(Stored data entries)
►

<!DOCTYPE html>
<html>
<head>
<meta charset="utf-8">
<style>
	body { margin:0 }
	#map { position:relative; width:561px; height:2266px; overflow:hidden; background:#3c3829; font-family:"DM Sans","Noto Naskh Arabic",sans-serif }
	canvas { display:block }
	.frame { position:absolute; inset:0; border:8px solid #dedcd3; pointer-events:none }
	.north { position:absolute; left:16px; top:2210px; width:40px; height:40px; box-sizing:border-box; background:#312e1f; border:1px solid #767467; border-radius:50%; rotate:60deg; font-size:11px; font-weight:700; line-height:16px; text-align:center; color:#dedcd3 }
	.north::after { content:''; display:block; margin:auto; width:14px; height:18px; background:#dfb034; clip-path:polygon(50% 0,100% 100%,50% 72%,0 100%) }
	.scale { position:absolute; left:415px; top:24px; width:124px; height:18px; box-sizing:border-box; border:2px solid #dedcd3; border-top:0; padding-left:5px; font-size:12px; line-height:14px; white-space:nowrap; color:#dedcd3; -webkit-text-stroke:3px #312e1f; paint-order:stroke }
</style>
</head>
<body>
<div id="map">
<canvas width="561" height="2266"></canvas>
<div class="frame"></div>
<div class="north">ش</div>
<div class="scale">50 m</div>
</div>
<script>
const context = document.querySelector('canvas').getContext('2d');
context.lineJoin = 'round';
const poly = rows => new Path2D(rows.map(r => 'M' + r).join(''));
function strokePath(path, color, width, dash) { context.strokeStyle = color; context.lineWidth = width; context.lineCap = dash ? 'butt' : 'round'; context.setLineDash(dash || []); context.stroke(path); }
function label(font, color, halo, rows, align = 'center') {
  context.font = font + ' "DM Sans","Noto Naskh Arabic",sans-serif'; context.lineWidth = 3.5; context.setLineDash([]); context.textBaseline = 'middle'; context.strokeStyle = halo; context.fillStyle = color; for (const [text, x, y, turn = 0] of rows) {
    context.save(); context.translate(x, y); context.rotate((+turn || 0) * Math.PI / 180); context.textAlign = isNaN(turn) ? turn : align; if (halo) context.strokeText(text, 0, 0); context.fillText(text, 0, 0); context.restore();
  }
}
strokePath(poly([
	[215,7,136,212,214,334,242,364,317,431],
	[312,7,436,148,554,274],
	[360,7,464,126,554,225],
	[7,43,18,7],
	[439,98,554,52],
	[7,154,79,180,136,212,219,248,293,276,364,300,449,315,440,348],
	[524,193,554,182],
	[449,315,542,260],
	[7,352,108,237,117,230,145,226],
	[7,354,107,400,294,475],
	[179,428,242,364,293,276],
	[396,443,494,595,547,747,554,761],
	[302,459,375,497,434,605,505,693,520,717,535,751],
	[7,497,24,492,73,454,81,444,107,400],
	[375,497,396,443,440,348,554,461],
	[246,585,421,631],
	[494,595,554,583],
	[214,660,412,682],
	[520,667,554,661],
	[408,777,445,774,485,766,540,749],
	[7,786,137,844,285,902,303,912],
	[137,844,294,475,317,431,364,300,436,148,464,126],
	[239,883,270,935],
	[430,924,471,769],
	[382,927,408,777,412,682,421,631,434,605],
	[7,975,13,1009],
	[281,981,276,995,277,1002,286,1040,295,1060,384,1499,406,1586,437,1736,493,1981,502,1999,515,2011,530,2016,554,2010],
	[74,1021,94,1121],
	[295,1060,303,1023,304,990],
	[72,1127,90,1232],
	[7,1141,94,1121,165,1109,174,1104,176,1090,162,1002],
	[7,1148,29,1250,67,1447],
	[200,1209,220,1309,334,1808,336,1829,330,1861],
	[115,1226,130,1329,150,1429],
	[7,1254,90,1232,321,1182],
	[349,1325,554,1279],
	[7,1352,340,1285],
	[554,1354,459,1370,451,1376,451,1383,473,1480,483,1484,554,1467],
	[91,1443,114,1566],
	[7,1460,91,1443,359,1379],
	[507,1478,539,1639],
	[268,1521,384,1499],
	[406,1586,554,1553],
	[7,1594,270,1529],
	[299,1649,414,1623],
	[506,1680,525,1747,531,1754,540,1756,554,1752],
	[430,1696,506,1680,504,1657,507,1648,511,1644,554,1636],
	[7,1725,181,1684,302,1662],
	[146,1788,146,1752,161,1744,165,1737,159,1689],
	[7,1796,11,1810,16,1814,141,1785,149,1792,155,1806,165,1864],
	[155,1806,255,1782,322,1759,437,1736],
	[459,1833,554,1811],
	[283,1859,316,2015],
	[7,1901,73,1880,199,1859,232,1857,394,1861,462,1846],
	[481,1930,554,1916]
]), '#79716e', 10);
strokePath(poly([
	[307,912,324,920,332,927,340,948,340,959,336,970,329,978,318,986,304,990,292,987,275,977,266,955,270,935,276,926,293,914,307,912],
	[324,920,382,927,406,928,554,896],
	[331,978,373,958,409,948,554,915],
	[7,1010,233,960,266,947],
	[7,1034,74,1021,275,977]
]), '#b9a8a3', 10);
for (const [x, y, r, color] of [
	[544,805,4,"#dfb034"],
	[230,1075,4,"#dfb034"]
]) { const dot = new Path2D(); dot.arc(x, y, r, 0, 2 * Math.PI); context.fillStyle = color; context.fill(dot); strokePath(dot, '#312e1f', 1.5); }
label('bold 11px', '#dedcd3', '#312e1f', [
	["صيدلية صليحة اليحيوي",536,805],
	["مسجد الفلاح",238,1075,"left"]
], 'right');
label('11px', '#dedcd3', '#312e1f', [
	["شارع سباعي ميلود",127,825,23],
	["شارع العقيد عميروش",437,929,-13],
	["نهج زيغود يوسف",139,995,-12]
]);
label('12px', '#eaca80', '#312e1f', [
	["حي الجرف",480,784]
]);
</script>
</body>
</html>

◄

▸ **Exercise**
Look through the entries above, find each line containing "function", and copy it.

▸ **Answer section**
function strokePath(path, color, width, dash) { context.strokeStyle = color; context.lineWidth = width; context.lineCap = dash ? 'butt' : 'round'; context.setLineDash(dash || []); context.stroke(path); }
function label(font, color, halo, rows, align = 'center') {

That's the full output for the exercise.